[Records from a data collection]
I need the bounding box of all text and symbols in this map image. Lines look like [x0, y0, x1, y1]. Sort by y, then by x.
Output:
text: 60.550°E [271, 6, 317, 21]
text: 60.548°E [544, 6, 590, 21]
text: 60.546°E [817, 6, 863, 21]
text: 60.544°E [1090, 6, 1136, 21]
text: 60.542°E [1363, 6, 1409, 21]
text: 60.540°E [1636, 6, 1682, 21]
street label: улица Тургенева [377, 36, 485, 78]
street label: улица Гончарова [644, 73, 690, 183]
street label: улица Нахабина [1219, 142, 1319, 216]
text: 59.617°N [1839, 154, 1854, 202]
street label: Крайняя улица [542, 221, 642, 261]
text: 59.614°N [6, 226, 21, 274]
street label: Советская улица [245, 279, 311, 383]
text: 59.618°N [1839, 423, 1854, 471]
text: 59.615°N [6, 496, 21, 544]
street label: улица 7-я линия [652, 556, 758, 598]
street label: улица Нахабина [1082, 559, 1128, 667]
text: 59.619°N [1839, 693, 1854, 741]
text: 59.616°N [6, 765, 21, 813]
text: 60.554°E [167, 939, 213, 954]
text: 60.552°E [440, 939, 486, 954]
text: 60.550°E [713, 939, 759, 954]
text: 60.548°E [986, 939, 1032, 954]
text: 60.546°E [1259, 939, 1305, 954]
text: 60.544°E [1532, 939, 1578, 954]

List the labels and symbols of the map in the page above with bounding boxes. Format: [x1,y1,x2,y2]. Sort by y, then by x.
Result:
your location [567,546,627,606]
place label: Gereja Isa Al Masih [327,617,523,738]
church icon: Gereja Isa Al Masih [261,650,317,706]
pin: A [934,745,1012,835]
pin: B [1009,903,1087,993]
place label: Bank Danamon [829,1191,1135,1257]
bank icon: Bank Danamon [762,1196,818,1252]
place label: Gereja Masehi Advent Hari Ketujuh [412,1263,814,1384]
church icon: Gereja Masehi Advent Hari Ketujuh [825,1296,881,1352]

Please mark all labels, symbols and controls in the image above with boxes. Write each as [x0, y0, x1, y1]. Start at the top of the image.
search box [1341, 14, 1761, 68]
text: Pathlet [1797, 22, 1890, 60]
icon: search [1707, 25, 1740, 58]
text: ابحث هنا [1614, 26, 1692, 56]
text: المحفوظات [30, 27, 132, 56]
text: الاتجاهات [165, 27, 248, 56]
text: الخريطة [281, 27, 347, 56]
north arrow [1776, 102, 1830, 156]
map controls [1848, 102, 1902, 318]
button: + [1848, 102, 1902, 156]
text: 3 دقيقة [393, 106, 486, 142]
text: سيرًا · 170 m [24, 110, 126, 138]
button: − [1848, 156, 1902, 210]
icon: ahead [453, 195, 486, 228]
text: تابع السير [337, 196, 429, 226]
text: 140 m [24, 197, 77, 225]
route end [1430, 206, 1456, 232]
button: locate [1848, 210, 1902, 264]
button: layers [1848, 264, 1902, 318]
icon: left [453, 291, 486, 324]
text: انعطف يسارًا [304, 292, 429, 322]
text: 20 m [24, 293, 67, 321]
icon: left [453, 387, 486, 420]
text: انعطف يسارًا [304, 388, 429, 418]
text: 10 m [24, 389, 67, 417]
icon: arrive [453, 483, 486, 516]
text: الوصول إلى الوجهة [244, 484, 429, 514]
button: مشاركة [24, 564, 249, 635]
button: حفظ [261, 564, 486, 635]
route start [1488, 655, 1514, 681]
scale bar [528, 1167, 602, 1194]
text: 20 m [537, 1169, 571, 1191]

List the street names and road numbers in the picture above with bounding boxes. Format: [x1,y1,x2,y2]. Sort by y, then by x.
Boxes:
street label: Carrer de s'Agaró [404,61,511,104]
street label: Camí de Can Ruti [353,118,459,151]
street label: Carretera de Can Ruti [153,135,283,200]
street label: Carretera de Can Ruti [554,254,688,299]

» About this task:
Your task is to retype the records precisely as they stand.

» Exercise solution:
I need the bounding box of all text and symbols in this map image. Lines look like [x0, y0, x1, y1]. Sort by y, then by x.
Output:
text: 60.550°E [271, 6, 317, 21]
text: 60.548°E [544, 6, 590, 21]
text: 60.546°E [817, 6, 863, 21]
text: 60.544°E [1090, 6, 1136, 21]
text: 60.542°E [1363, 6, 1409, 21]
text: 60.540°E [1636, 6, 1682, 21]
street label: улица Тургенева [377, 36, 485, 78]
street label: улица Гончарова [644, 73, 690, 183]
street label: улица Нахабина [1219, 142, 1319, 216]
text: 59.617°N [1839, 154, 1854, 202]
street label: Крайняя улица [542, 221, 642, 261]
text: 59.614°N [6, 226, 21, 274]
street label: Советская улица [245, 279, 311, 383]
text: 59.618°N [1839, 423, 1854, 471]
text: 59.615°N [6, 496, 21, 544]
street label: улица 7-я линия [652, 556, 758, 598]
street label: улица Нахабина [1082, 559, 1128, 667]
text: 59.619°N [1839, 693, 1854, 741]
text: 59.616°N [6, 765, 21, 813]
text: 60.554°E [167, 939, 213, 954]
text: 60.552°E [440, 939, 486, 954]
text: 60.550°E [713, 939, 759, 954]
text: 60.548°E [986, 939, 1032, 954]
text: 60.546°E [1259, 939, 1305, 954]
text: 60.544°E [1532, 939, 1578, 954]

List the labels and symbols of the map in the page above with bounding boxes. Format: [x1,y1,x2,y2]. Sort by y, then by x.
Result:
your location [567,546,627,606]
place label: Gereja Isa Al Masih [327,617,523,738]
church icon: Gereja Isa Al Masih [261,650,317,706]
pin: A [934,745,1012,835]
pin: B [1009,903,1087,993]
place label: Bank Danamon [829,1191,1135,1257]
bank icon: Bank Danamon [762,1196,818,1252]
place label: Gereja Masehi Advent Hari Ketujuh [412,1263,814,1384]
church icon: Gereja Masehi Advent Hari Ketujuh [825,1296,881,1352]

Please mark all labels, symbols and controls in the image above with boxes. Write each as [x0, y0, x1, y1]. Start at the top of the image.
search box [1341, 14, 1761, 68]
text: Pathlet [1797, 22, 1890, 60]
icon: search [1707, 25, 1740, 58]
text: ابحث هنا [1614, 26, 1692, 56]
text: المحفوظات [30, 27, 132, 56]
text: الاتجاهات [165, 27, 248, 56]
text: الخريطة [281, 27, 347, 56]
north arrow [1776, 102, 1830, 156]
map controls [1848, 102, 1902, 318]
button: + [1848, 102, 1902, 156]
text: 3 دقيقة [393, 106, 486, 142]
text: سيرًا · 170 m [24, 110, 126, 138]
button: − [1848, 156, 1902, 210]
icon: ahead [453, 195, 486, 228]
text: تابع السير [337, 196, 429, 226]
text: 140 m [24, 197, 77, 225]
route end [1430, 206, 1456, 232]
button: locate [1848, 210, 1902, 264]
button: layers [1848, 264, 1902, 318]
icon: left [453, 291, 486, 324]
text: انعطف يسارًا [304, 292, 429, 322]
text: 20 m [24, 293, 67, 321]
icon: left [453, 387, 486, 420]
text: انعطف يسارًا [304, 388, 429, 418]
text: 10 m [24, 389, 67, 417]
icon: arrive [453, 483, 486, 516]
text: الوصول إلى الوجهة [244, 484, 429, 514]
button: مشاركة [24, 564, 249, 635]
button: حفظ [261, 564, 486, 635]
route start [1488, 655, 1514, 681]
scale bar [528, 1167, 602, 1194]
text: 20 m [537, 1169, 571, 1191]

List the street names and road numbers in the picture above with bounding boxes. Format: [x1,y1,x2,y2]. Sort by y, then by x.
Boxes:
street label: Carrer de s'Agaró [404,61,511,104]
street label: Camí de Can Ruti [353,118,459,151]
street label: Carretera de Can Ruti [153,135,283,200]
street label: Carretera de Can Ruti [554,254,688,299]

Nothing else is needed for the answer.